▶ Activity: Restate the whole of the data verbatim, omitting nothing.

▶ Task inputs:
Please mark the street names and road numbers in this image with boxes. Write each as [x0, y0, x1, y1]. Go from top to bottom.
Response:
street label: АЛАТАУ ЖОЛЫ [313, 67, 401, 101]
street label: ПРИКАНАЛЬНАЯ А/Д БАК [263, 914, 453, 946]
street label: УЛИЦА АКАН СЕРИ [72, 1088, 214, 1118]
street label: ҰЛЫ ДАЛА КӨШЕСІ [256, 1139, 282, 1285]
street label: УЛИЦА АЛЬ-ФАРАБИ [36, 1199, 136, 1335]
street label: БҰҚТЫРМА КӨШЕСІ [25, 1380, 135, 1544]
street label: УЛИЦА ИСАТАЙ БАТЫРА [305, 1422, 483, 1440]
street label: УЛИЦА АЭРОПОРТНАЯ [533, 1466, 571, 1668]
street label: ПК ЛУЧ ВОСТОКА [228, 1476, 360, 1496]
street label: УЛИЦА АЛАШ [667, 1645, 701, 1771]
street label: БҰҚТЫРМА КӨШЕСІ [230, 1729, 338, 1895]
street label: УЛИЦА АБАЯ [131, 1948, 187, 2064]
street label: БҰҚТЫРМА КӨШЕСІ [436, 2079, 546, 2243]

▶ Answer to this problem:
Please mark the street names and road numbers in this image with boxes. Write each as [x0, y0, x1, y1]. Go from top to bottom.
Response:
street label: АЛАТАУ ЖОЛЫ [313, 67, 401, 101]
street label: ПРИКАНАЛЬНАЯ А/Д БАК [263, 914, 453, 946]
street label: УЛИЦА АКАН СЕРИ [72, 1088, 214, 1118]
street label: ҰЛЫ ДАЛА КӨШЕСІ [256, 1139, 282, 1285]
street label: УЛИЦА АЛЬ-ФАРАБИ [36, 1199, 136, 1335]
street label: БҰҚТЫРМА КӨШЕСІ [25, 1380, 135, 1544]
street label: УЛИЦА ИСАТАЙ БАТЫРА [305, 1422, 483, 1440]
street label: УЛИЦА АЭРОПОРТНАЯ [533, 1466, 571, 1668]
street label: ПК ЛУЧ ВОСТОКА [228, 1476, 360, 1496]
street label: УЛИЦА АЛАШ [667, 1645, 701, 1771]
street label: БҰҚТЫРМА КӨШЕСІ [230, 1729, 338, 1895]
street label: УЛИЦА АБАЯ [131, 1948, 187, 2064]
street label: БҰҚТЫРМА КӨШЕСІ [436, 2079, 546, 2243]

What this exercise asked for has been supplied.